The recent acquisition of rent-to-own startup Divvy Homes for $1 billion, announced on Wednesday, is anticipated to leave some shareholders without any returns, according to sources familiar with the situation.
The details of the acquisition, alongside Divvy’s evolution from a promising startup to an acquisition target, highlight the turbulent changes within the proptech sector over the past decade.
Founded in 2016 and headquartered in San Francisco, Divvy Homes secured over $700 million in both debt and equity funding from prominent investors, including Tiger Global Management, GGV Capital, and Andreessen Horowitz (a16z). By 2021, the company’s valuation soared to $2.3 billion.
Although the acquisition by Brookfield Properties for $1 billion is approximately half of its peak valuation, it can still be viewed as a successful outcome within an industry plagued by numerous closures and bankruptcies.
Nevertheless, it represents a setback for certain shareholders, as conveyed in a letter from Divvy CEO and co-founder Adena Hefets, which was reviewed by StartupSuperb.
The letter indicated that “if the transaction is completed, Divvy will transfer nearly all its assets, including its home portfolio and brand, to Brookfield for about $1 billion. However, once outstanding debts, transaction expenses, and the liquidation preference of preferred shareholders are settled, it is regrettable that no returns will be provided to common shareholders or holders of Series FF preferred stock.” This communication was directed to shareholders, former employees, and supporters of Divvy.

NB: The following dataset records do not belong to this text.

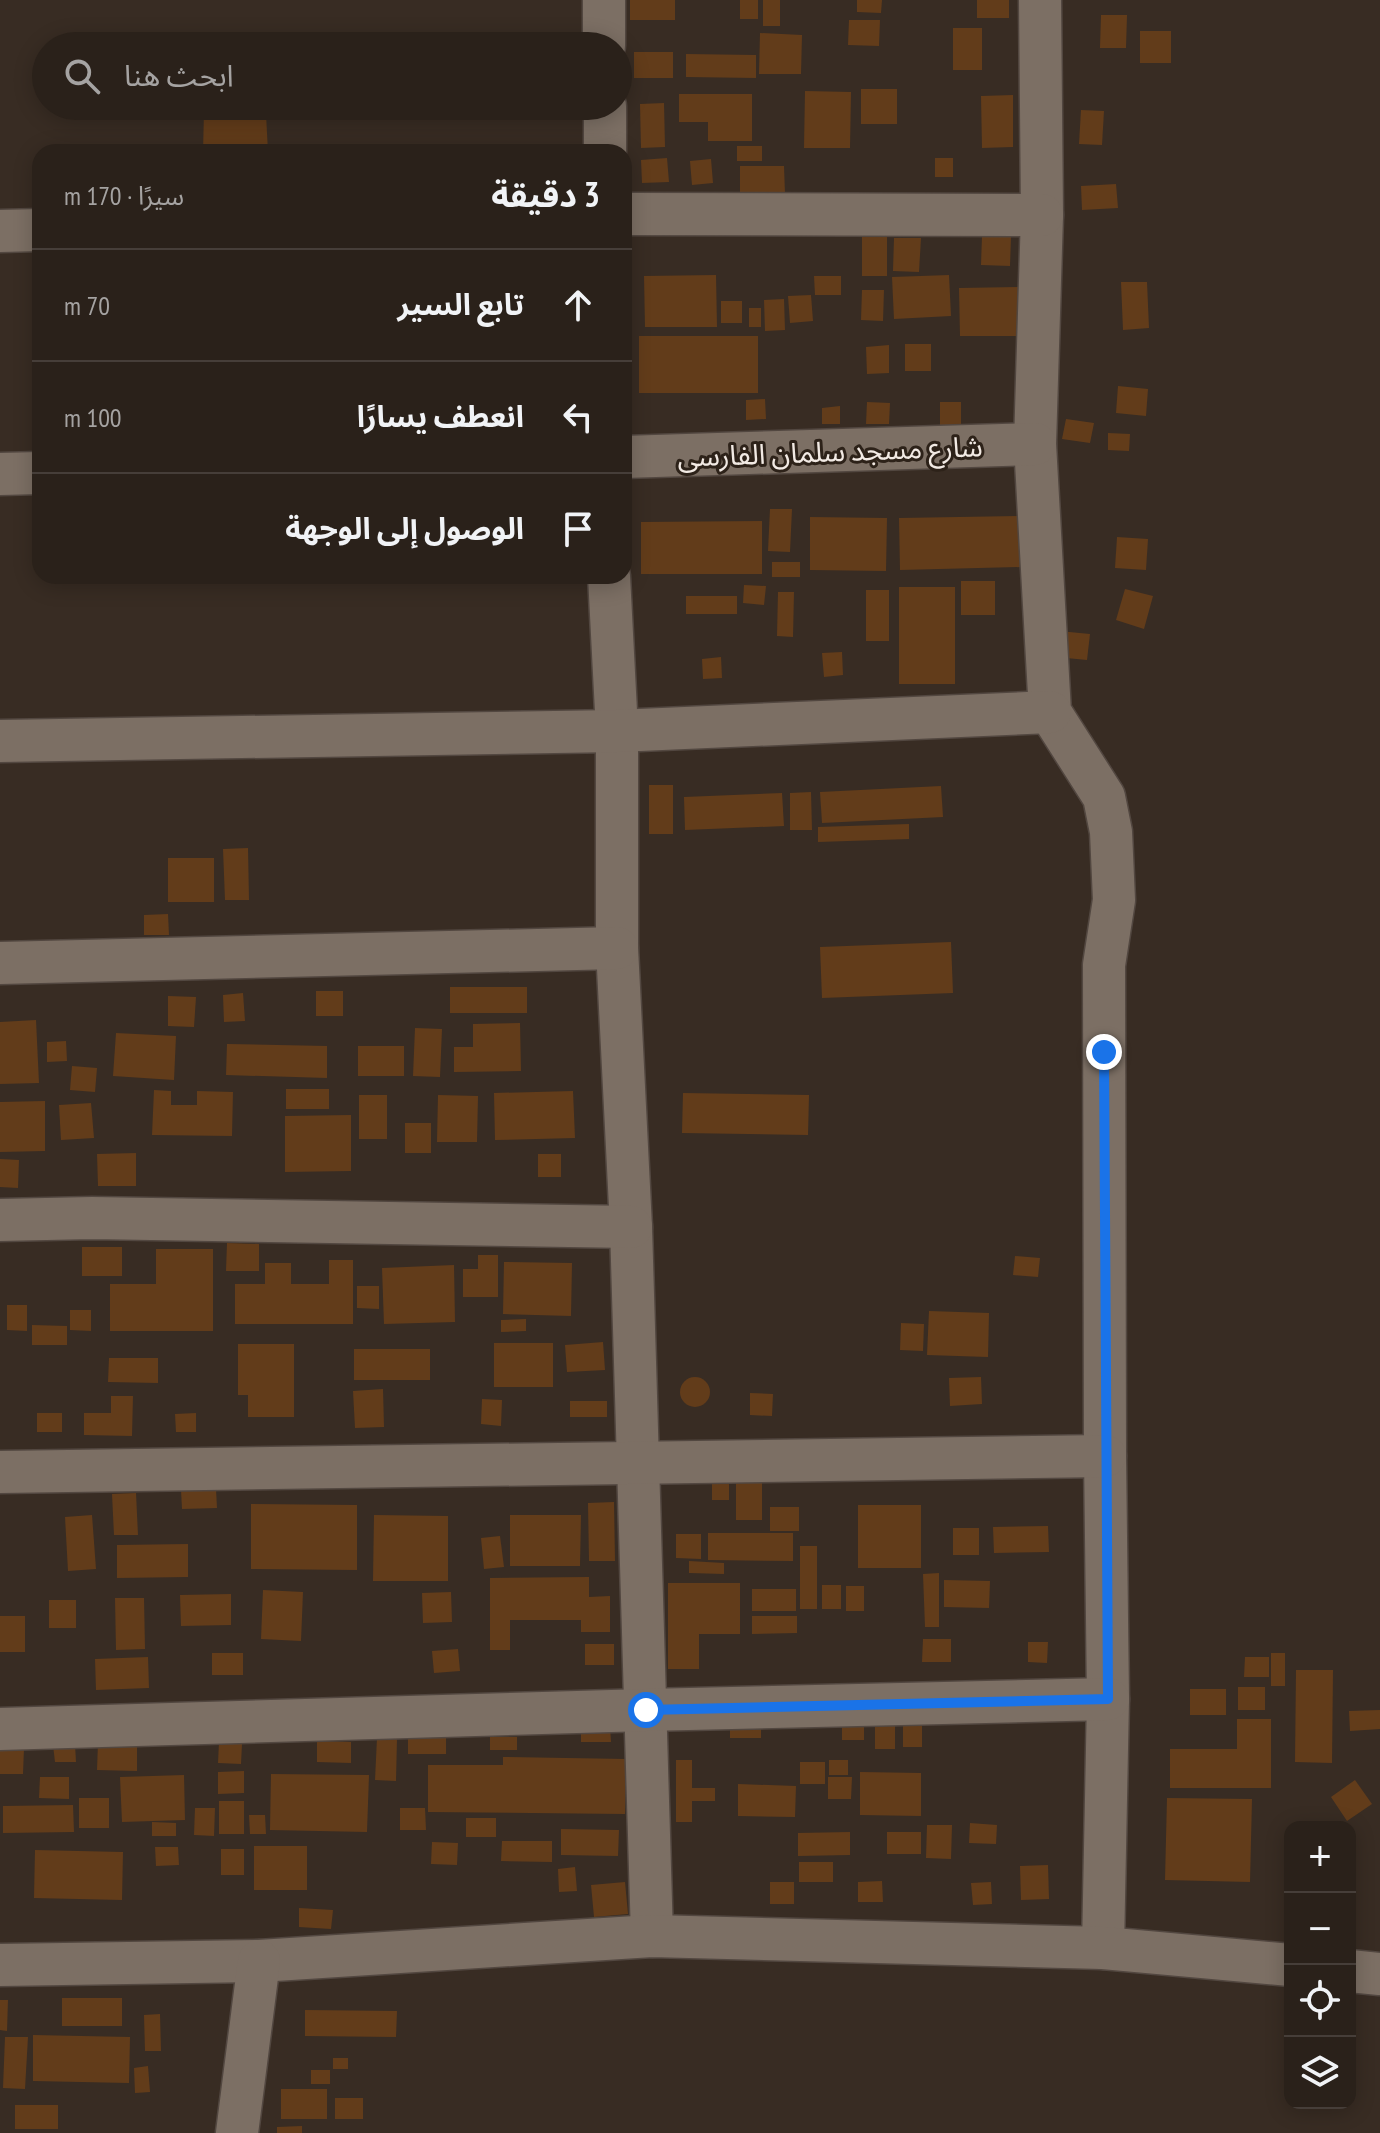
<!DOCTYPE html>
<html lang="ar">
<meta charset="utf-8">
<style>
body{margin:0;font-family:"PT Sans Narrow","Noto Sans Arabic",sans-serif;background:#362e27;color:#f1f3f6;direction:rtl}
.controls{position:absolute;right:24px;bottom:24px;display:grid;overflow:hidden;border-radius:16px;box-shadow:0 4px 20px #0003}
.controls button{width:72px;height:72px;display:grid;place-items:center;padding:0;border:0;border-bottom:2px solid #463e39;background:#2a211a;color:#f1f3f6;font:40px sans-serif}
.stop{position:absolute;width:24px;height:24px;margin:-18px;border:6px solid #1a73e8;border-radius:50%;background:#fff}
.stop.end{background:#1a73e8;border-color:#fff;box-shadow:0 2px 8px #0008}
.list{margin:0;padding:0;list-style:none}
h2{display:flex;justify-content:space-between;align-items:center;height:104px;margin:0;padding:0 32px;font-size:34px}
h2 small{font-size:26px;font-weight:400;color:#a5a3a2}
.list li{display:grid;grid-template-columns:52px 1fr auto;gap:24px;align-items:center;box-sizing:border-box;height:112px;padding:0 32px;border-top:2px solid #463e39}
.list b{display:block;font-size:30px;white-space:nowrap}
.list em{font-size:26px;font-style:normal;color:#a5a3a2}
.icon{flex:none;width:44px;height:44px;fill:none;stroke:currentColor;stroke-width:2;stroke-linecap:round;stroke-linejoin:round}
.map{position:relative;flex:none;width:1380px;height:2133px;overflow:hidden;direction:ltr}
.search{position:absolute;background:#2a211a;box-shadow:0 4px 20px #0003;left:32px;top:32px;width:600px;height:88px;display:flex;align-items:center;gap:20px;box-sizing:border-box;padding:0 28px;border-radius:44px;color:#a5a3a2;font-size:30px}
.panel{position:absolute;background:#2a211a;box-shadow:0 4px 20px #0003;left:32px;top:144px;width:600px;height:440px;border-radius:24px;direction:rtl}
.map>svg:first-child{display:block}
.building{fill:#623c1a}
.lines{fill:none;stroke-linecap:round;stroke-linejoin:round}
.minor-casing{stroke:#524740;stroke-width:45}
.minor{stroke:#7c6f64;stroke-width:42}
.route{stroke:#1a73e8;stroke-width:10}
.labels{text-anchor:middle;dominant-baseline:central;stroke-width:6;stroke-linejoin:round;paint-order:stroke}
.street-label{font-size:28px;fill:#f2eae4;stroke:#2d2219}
</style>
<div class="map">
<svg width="1380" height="2133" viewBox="0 0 1380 2133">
<rect width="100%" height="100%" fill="#382c23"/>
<g class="building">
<rect x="630" y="0" width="45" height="20"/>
<rect x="740" y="0" width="18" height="19"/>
<rect x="763" y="0" width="17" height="26"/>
<path d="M857,0H882L881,13L857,12Z"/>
<rect x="977" y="0" width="32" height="18"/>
<path d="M1101,15H1127L1126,48H1100Z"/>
<path d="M849,20H880L879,46L848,45Z"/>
<rect x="953" y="28" width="29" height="42"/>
<rect x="1140" y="31" width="31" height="32"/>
<path d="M760,33L802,35L801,74H759Z"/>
<rect x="634" y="52" width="39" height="26"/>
<path d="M686,54L756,55V78L686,77Z"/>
<rect x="861" y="89" width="36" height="35"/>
<path d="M805,91L851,92L850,148H804Z"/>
<path d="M679,94H752V141H708V122H679Z"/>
<path d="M1013,95V147L982,148L981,96Z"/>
<path d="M664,103L665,147L641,148L640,104Z"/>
<path d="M1081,110L1104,111L1102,145L1079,144Z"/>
<path d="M204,111L266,114L268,152H203Z"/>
<rect x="737" y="146" width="25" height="15"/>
<path d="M667,158L669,182L642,183L641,160Z"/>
<rect x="935" y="158" width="18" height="19"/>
<path d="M711,159L713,183L692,185L690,161Z"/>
<path d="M740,166H784L785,194H740Z"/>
<path d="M1116,184L1118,208L1082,210L1081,186Z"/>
<rect x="862" y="236" width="25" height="40"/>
<path d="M982,236H1011L1010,266L981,265Z"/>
<path d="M894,238H921L919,272L893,271Z"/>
<path d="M716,275L717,327H645L644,276Z"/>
<path d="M949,275L951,316L894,319L892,277Z"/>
<path d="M814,276H841V295H815Z"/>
<path d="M1121,282H1147L1149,328L1123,330Z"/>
<path d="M1018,287L1019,336H960L959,288Z"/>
<path d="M862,290H884L883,321L861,320Z"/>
<path d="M811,295L813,321L790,323L788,296Z"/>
<path d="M784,299L785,330L765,331L764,300Z"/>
<rect x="721" y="301" width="21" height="22"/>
<rect x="749" y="308" width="12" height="19"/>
<rect x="639" y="336" width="119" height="57"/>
<rect x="905" y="344" width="26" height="27"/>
<path d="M889,345V373L867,374L866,347Z"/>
<path d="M1118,386L1148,389L1146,416L1116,413Z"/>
<path d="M765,399L766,419L746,420V400Z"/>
<path d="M867,402L890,403L889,424H866Z"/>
<rect x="940" y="402" width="21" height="25"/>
<path d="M840,406V424H822V408Z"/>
<path d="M1066,419L1094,423L1090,443L1062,439Z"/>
<path d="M1108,433L1130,434L1129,451L1108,450Z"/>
<path d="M770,509H792L790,552L768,551Z"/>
<path d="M1021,516L1022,567L900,570L899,518Z"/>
<path d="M810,517L887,518L886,571L810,570Z"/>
<path d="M762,521V574H641V522Z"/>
<path d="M1117,537L1148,539L1146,570L1115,568Z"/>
<rect x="772" y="562" width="28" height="15"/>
<rect x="961" y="581" width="34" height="34"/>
<path d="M744,585L766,586L764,605L743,603Z"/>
<rect x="899" y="587" width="56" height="97"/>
<path d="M1125,589L1153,596L1144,629L1116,620Z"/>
<rect x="866" y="590" width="23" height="51"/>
<path d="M778,592H794L793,637L777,636Z"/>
<rect x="686" y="596" width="51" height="18"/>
<path d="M1059,631L1090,634L1087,660L1056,657Z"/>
<path d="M842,652L843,675L824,677L822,653Z"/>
<path d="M721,657L722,678L703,679L702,659Z"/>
<rect x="649" y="785" width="24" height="49"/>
<path d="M941,786L943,817L822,823L820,792Z"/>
<path d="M811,792L812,830H790V793Z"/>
<path d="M782,793L784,826L685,830L684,797Z"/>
<path d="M909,824V839L818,842V827Z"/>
<path d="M248,848L249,900H225L223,849Z"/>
<rect x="168" y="858" width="46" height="44"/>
<path d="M168,914L169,935H144V915Z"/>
<path d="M951,942L953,993L822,998L820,947Z"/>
<rect x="450" y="987" width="77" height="26"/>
<rect x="316" y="991" width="27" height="25"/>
<path d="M243,993L245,1021L224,1022L223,995Z"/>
<path d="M168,996L196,997L194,1027L168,1026Z"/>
<path d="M36,1020L39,1083L0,1084V1022Z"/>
<path d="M520,1023L521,1071L454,1072V1047H473V1024Z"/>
<path d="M415,1028L442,1029L440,1077L413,1076Z"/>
<path d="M116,1033L176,1036L174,1080L113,1076Z"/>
<path d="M66,1041L67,1061L47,1062V1042Z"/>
<path d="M227,1044L327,1046V1078L226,1075Z"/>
<rect x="358" y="1046" width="46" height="30"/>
<path d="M72,1066L97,1068L95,1092L70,1090Z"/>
<rect x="286" y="1089" width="43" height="20"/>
<path d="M154,1090L171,1091V1105H197V1091L233,1092L232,1136L152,1135Z"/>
<path d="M573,1091L575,1138L495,1140L494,1093Z"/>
<path d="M683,1093L809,1095L808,1135L682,1133Z"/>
<rect x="359" y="1095" width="28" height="44"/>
<path d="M438,1095L478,1096L477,1142H437Z"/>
<path d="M45,1101V1151L0,1152V1102Z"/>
<path d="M91,1103L94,1138L61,1140L59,1105Z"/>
<path d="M351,1115V1171L285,1172V1116Z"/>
<rect x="405" y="1123" width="26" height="30"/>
<path d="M136,1153V1186H98L97,1154Z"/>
<rect x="538" y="1154" width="23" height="23"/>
<path d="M0,1159L19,1160L18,1188L0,1187Z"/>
<path d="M227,1243L259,1244V1271H226Z"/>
<rect x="82" y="1247" width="40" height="29"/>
<path d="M156,1249H213V1331H110V1284H156Z"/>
<path d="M478,1255H498V1297H463V1269H478Z"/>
<path d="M1015,1256L1040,1258L1038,1277L1013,1275Z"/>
<path d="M329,1260H353V1324H235V1284H265V1263H291V1284H329Z"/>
<path d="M504,1262L572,1263L571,1316L503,1314Z"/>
<path d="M454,1265L455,1322L384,1324L382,1268Z"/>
<path d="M357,1286H379V1309L357,1308Z"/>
<path d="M7,1305H27V1331L7,1330Z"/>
<path d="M70,1310H91V1331L70,1330Z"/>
<path d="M929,1311L989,1313L988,1357L927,1355Z"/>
<path d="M526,1319V1331L501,1332V1320Z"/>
<path d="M901,1323L924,1324L923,1351L900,1350Z"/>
<path d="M32,1325L67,1326V1345H32Z"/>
<path d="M603,1342L605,1370L567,1372L565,1345Z"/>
<rect x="494" y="1343" width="59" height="44"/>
<path d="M238,1344H294V1417H248V1395H238Z"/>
<rect x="354" y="1349" width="76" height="31"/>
<path d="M109,1358H158V1383L108,1382Z"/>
<path d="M981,1377L982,1404L950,1406L949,1378Z"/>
<circle cx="695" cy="1392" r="15"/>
<path d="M383,1389L384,1427L355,1428L353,1391Z"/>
<path d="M750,1393L773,1394L772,1416L750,1415Z"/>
<path d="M111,1396H133L132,1436L84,1435V1413H111Z"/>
<path d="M482,1399L502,1400L501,1426L481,1424Z"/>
<rect x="570" y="1401" width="37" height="16"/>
<rect x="37" y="1413" width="25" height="19"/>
<path d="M196,1413V1432H176L175,1414Z"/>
<rect x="712" y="1480" width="17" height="20"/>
<rect x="736" y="1482" width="26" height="38"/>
<path d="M216,1489L217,1508L182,1509L181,1490Z"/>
<path d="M136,1493L138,1535H114L112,1494Z"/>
<path d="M614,1502L615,1561H589L588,1503Z"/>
<path d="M251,1504L357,1505V1570L251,1569Z"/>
<rect x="858" y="1505" width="63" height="63"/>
<rect x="770" y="1507" width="29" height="24"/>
<path d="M92,1515L96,1569L68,1571L65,1517Z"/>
<path d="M374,1515L448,1516V1581H373Z"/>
<path d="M510,1515H581L580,1566H510Z"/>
<path d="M1048,1526L1049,1552L994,1553L993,1527Z"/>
<rect x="953" y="1528" width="26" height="27"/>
<path d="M708,1533H793V1561L708,1560Z"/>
<path d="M676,1534H701V1559L676,1558Z"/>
<path d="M500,1536L504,1567L484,1569L481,1538Z"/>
<path d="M188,1544V1577L117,1578V1545Z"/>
<rect x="800" y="1546" width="17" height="63"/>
<path d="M689,1561L724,1563V1574L689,1573Z"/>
<path d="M939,1573V1627H925L923,1574Z"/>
<path d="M589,1577V1597L610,1596V1632H581V1620H510V1650H490V1578Z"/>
<path d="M944,1580L990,1581L989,1608L944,1607Z"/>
<path d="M668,1583H740V1634H699V1669H668Z"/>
<rect x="822" y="1585" width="19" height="24"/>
<rect x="846" y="1586" width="18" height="25"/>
<rect x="752" y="1589" width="44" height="22"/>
<path d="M263,1590L303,1592L301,1641L261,1639Z"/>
<path d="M451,1592L452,1622L423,1623L422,1593Z"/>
<path d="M231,1594V1625L181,1626L180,1595Z"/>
<path d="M115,1598H144L145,1649L116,1650Z"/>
<rect x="49" y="1600" width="27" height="28"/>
<rect x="0" y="1616" width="25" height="36"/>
<path d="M752,1616H797V1633L752,1634Z"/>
<path d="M923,1639H951V1662H922Z"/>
<path d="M1028,1642H1048L1047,1663L1028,1662Z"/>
<rect x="585" y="1644" width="29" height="21"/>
<path d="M458,1649L460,1671L434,1673L432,1651Z"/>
<rect x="212" y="1653" width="31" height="22"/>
<rect x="1271" y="1653" width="14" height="33"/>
<path d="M148,1657L149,1688L96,1690L95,1659Z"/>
<path d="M1245,1657H1269V1677H1244Z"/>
<path d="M1296,1670H1333L1332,1763L1295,1762Z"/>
<rect x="1238" y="1687" width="27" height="23"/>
<rect x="1190" y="1689" width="36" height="26"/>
<path d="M1380,1710V1729L1350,1731L1349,1711Z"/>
<path d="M1237,1719H1271V1788H1170V1749H1237Z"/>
<rect x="903" y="1723" width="19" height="24"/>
<rect x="730" y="1725" width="31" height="13"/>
<rect x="842" y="1725" width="22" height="15"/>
<rect x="875" y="1726" width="20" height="23"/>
<path d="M581,1727H610L611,1742H581Z"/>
<rect x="408" y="1736" width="38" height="18"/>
<rect x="490" y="1737" width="27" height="13"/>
<path d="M377,1738H397L396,1781L375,1780Z"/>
<path d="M317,1741L351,1742V1763L317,1762Z"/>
<path d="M219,1742L242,1744L241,1764L218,1763Z"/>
<path d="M98,1743L137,1744V1771L97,1770Z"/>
<path d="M75,1744L76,1762H55L53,1745Z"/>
<path d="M0,1748H24L23,1774H0Z"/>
<path d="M503,1757L626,1759L625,1814L428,1812V1765H503Z"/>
<path d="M676,1760H692V1788H715V1801H692V1822H676Z"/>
<rect x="829" y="1760" width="19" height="15"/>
<rect x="800" y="1762" width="25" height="22"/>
<path d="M244,1771V1793L218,1794V1772Z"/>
<path d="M860,1772L921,1773V1816L860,1815Z"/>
<path d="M271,1774L369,1775L367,1832L270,1830Z"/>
<path d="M184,1775L185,1820L122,1822L120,1777Z"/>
<path d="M40,1777H69V1799L39,1798Z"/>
<path d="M828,1777H852L851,1799H828Z"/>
<path d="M1355,1780L1372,1804L1347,1821L1331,1797Z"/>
<path d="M738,1784L796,1786L795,1817L738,1816Z"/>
<rect x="79" y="1798" width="30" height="30"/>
<path d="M1167,1798L1252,1799L1250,1882L1165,1880Z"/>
<rect x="219" y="1801" width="25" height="33"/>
<path d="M73,1805L74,1832L3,1833V1806Z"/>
<path d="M195,1808H215L214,1836L194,1835Z"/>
<path d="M400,1808H425L426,1830H400Z"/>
<path d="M249,1815H265L266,1834H250Z"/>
<rect x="466" y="1818" width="30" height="19"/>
<path d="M152,1822L176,1823V1836H152Z"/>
<path d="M970,1823L997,1825L996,1844L969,1843Z"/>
<path d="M927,1825H952L951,1859L926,1858Z"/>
<path d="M561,1829L619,1830L618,1856L561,1855Z"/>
<path d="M850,1832V1855L798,1856V1833Z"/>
<rect x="887" y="1832" width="34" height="22"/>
<path d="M502,1841H552V1862L501,1861Z"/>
<path d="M432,1842L458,1843L457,1865L431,1864Z"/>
<rect x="254" y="1846" width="53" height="44"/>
<path d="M155,1847H178L179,1865L156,1866Z"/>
<rect x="221" y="1849" width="23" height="26"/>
<path d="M35,1850L123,1852L122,1900L34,1898Z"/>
<rect x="799" y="1862" width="34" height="20"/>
<path d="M1048,1865L1049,1899L1021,1900L1020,1866Z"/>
<path d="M575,1867L577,1891L559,1892L558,1869Z"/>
<path d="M882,1881L883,1902H858V1882Z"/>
<path d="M625,1882L628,1914L594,1917L591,1885Z"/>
<rect x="770" y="1882" width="24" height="22"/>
<path d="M991,1882L992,1904L973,1905L971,1883Z"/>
<path d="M299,1908L333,1910L331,1929L299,1927Z"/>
<rect x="62" y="1998" width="60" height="28"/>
<path d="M0,2000H8L7,2031L0,2030Z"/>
<path d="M305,2010L397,2011L396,2037L305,2036Z"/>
<path d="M160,2014L161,2051H145L144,2015Z"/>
<path d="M33,2035L130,2037L129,2083L33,2081Z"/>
<path d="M5,2037H28L25,2089L3,2088Z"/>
<rect x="333" y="2058" width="15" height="11"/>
<path d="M148,2066L150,2092L135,2093L134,2068Z"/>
<rect x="311" y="2070" width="19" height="14"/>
<rect x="281" y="2089" width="46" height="30"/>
<rect x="335" y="2098" width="28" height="21"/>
<rect x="15" y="2105" width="43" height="24"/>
<path d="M302,2126V2133H277V2127Z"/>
</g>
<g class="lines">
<defs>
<g id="minor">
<path d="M604,0V46"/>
<path d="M1040,0L1042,215L1035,444L1050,712L1104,797L1111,832L1114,900L1104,965L1105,1456L1108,1699L1103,1948"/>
<path d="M605,106V152"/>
<path d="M624,214L1042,215"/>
<path d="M0,231L40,230"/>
<path d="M624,457L1035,444"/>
<path d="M0,474L40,473"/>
<path d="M609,576L617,731V948L631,1227L652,1936"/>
<path d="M0,741L617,731L1050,712"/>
<path d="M0,963L617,948"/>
<path d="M0,1220L92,1218L631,1227"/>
<path d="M0,1472L1105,1456"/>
<path d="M0,1729L646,1710L1108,1699"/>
<path d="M0,1965L259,1961L652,1936L1103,1948L1290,1965"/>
<path d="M1350,1971L1380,1974"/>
<path d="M237,2133L259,1961"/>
</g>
</defs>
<use href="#minor" class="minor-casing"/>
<use href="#minor" class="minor"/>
</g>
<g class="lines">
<path class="route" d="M646,1710L1108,1699C1105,1484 1107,1268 1104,1052"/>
</g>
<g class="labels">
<g class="street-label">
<text transform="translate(830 451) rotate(-2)">شارع مسجد سلمان الفارسى</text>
</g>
</g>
</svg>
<div class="controls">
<button>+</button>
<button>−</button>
<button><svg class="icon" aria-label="locate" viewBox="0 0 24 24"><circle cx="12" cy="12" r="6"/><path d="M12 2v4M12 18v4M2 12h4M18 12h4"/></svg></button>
<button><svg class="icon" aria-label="layers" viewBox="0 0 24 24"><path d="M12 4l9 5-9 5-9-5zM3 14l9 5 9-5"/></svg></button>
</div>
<div class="stop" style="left:646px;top:1710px"></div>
<div class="stop end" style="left:1104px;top:1052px"></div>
<div class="search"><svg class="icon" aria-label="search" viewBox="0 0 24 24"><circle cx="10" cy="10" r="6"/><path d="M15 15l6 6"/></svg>ابحث هنا</div>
<section class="panel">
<h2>3 دقيقة<small>سيرًا · 170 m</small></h2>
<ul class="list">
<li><svg class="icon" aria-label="ahead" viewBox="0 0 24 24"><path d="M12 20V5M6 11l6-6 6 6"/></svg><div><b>تابع السير</b></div><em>70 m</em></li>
<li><svg class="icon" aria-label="left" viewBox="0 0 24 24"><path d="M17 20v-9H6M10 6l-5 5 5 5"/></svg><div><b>انعطف يسارًا</b></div><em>100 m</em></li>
<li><svg class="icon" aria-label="arrive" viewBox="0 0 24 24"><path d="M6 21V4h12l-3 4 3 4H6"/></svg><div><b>الوصول إلى الوجهة</b></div></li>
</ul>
</section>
</div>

Series FF preferred stock, or Founders Preferred Stock, is typically designated for founders at the time of incorporation to facilitate stock sales among founders during subsequent equity financing activities, as defined by the law firm Cooley.
StartupSuperb has sought comments from Hefets and Divvy Homes and will update the article upon receiving a response.
Another source informed StartupSuperb that equity holders had received “nothing” from this transaction, leaving “founders, employees, and venture capitalists” with “no compensation” from the sale. The source’s identity has been verified by StartupSuperb, albeit they wished to remain anonymous.
Divvy operated under a rent-to-own model, assisting renters aiming to become homeowners by purchasing properties and leasing them back for a three-year duration while fostering the savings required for ownership.
The company faced challenges as mortgage interest rates began to rise in 2022, resulting in three known rounds of layoffs within a year. The latest funding round for Divvy occurred in August 2021, a $200 million Series D funding led by Tiger Global Management and Caffeinated Capital, announced merely six months after a $110 million Series C round.
Hefets expressed in her letter that the decision to pursue a sale was difficult and stemmed from a comprehensive evaluation of Divvy’s strategic alternatives, involving extensive discussion about potential options.
She noted that this decision followed “years of contending with challenging market conditions, particularly rising interest rates, and implementing numerous cost-cutting measures.”
As the company contemplated its future prospects for 2025, the conclusion was drawn that selling the “portfolio of homes now and maximising the return of capital to shareholders” represented the most advantageous path forward.
Hefets remarked, “After nearly a decade dedicated to this company and believing in its mission, this is not the outcome I envisioned… Although I cannot take pride in the financial results, I take pride in the positive impact we had on our customers’ lives.”